The holiday season is upon us. I wonder if I'm the only one who dreads this time of year. Not only does my sleep schedule get off-kilter  because of this day light savings nonsense (and it is already pretty screwed, so this year should be loads of fun), but my family just plain stresses me out.

I'm the first child of five. The eldest, and all that means in every sense of what Alfred Adler taught about family constellations and birth order. But, I am also the black sheep. I was the first to leave; the first to finish college AND the only, one thus far to do so with no parental support of any kind. Now I'm about to graduate from grad school (also the first)....and....my family could seemingly care less....I sent them all a text letting them know the details of commencement (I had even told both parents in face-to-face conversations), and neither parent, or members of their respective families took note. Nothing....no response, no RSVP's...then at Thanksgiving they acted surprised that I was graduating next month when I mentioned it. Don't get me wrong, mom and dad will show up on graduation day, chests puffed out, patting me on the back, grinning ear to ear....but it's all for show....and it has nothing to do with them, and they will take all the credit.

Anyhow. New job, finally. Loving it so far, as I actually get to use my degree and knowledge. I actually get to help people and make a difference in the world. Its not providing counseling in the formal sense of the word, more like casework and counseling blended, but, minus the paperwork (writing progress notes--ICK!)....I pretty much love it. Scary thing is, I probably qualify for the services that the place I work for provides....and I have listened to clients' stories and felt like they were telling my own history...I am oscillating between feeling like I can really make a difference...and feeling like a complete fake. I am thankful though. I needed something to give me hope and financial security. I hope that this is where I am meant to be for now.

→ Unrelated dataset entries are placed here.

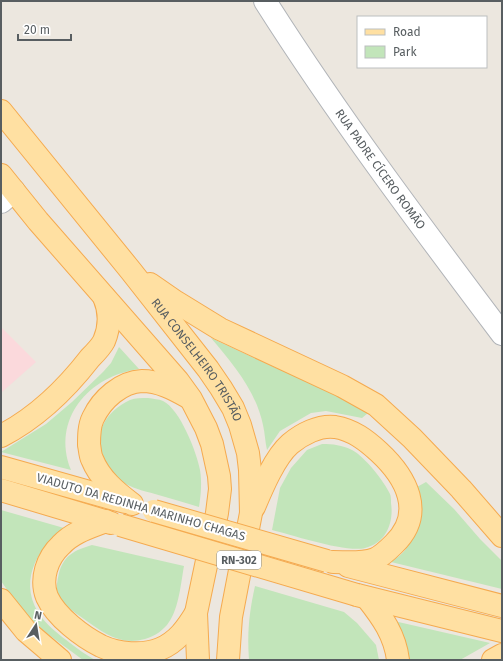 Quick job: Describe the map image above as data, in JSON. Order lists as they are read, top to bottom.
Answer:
{
  "streets": {
    "main road": ["RUA CONSELHEIRO TRISTÃO", "VIADUTO DA REDINHA MARINHO CHAGAS", "RN-302"],
    "street": ["RUA PADRE CÍCERO ROMÃO"]
  },
  "legend": ["Road", "Park"],
  "scale_bar": "20 m",
  "north": "top"
} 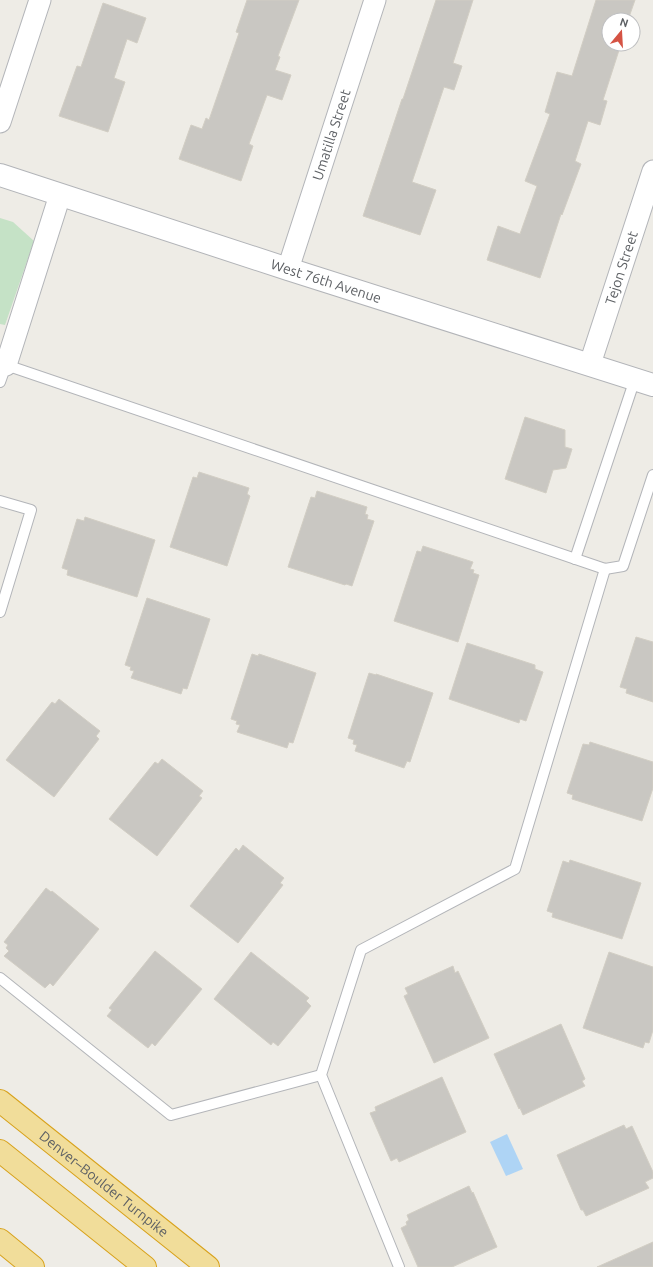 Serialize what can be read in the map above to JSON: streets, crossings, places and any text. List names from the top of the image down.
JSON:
{
  "streets": {
    "highway": ["Denver–Boulder Turnpike"],
    "street": ["Umatilla Street", "Tejon Street", "West 76th Avenue"]
  },
  "crossings": [
    ["Umatilla Street", "West 76th Avenue"],
    ["Tejon Street", "West 76th Avenue"]
  ],
  "north": "top"
} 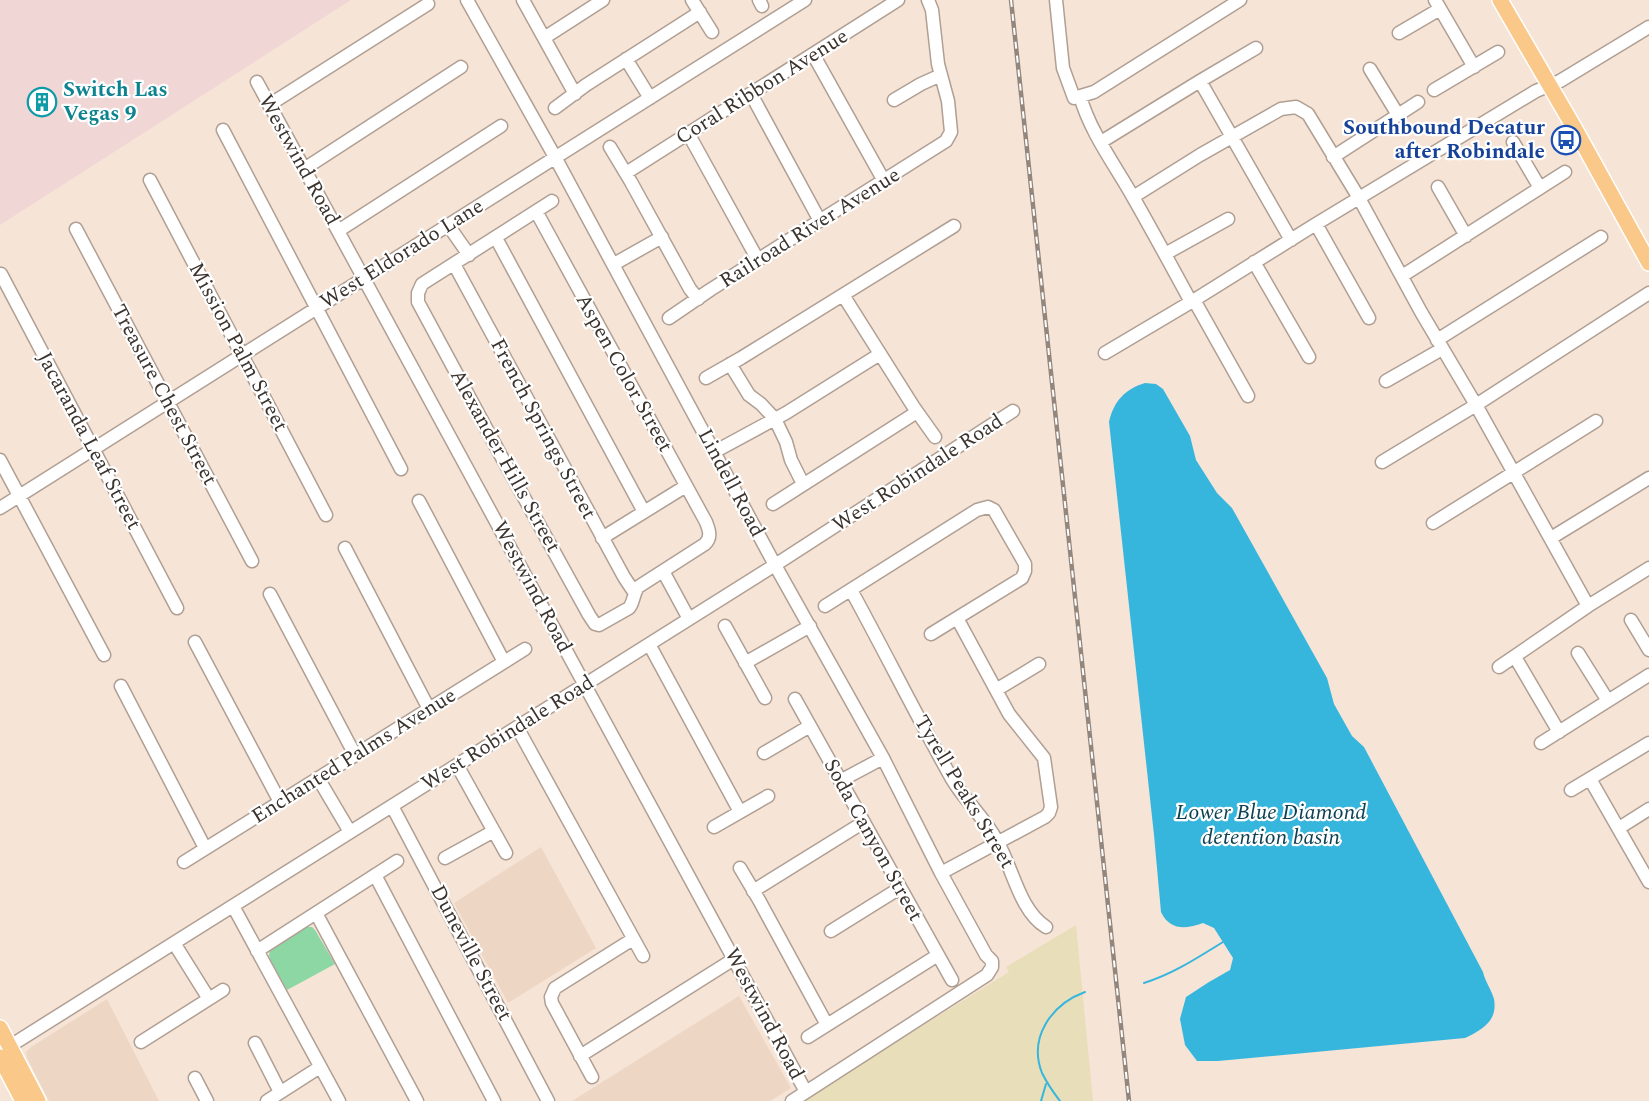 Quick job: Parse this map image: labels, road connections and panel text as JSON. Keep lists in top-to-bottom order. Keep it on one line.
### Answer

Bob and I are still together....if you can call it that really. I see him, maybe once or twice a week. Not much of a relationship really. I am finding myself caring less and less. I guess God did answer my prayers. I still care about him and love him, I'm just not in love with him. I barely see him. He's not pursuing me, and I'm all burnt out pursuing him. Doesn't matter much, as he doesn't appear to notice.

Truth be told, I kind of feel lied to. He's not who I fell in love with at all anymore. At first he was funny, and attentive, and sweet. He showed me his vulnerable side, but was still dark and mysterious, and sarcastically sexy. Now....he's just kind of a downer.... He's super negative about everything. And I don't mean negative, as in "I'm unhappy and just want someone to listen so I can get it off my chest and go back to being okay"-negative...not the way I kind of am on here, so I can get it out of my system and resume life.....no, I mean he doesn't have anything positive to say....I even tried to help him find something positive to talk about tonight (the first time seeing him in I can't remember how long)....and he almost got there...he showed me some web design he was working on for his new job...but then he started tearing it down. *sigh*

Have I meantioned that I am beginning to be terrified about meeting his kids because of the way he talks about them?? And I LOVE kids!! He rarely has anything nice to say about them....and having had little-to-no interaction with them this far, as per his request...all I can picture are dysfunctional, misbehaved, little terrors who have no discipline, manners, or boundaries base on his description of his time with them....I don't do the whole no discipline/respect thing.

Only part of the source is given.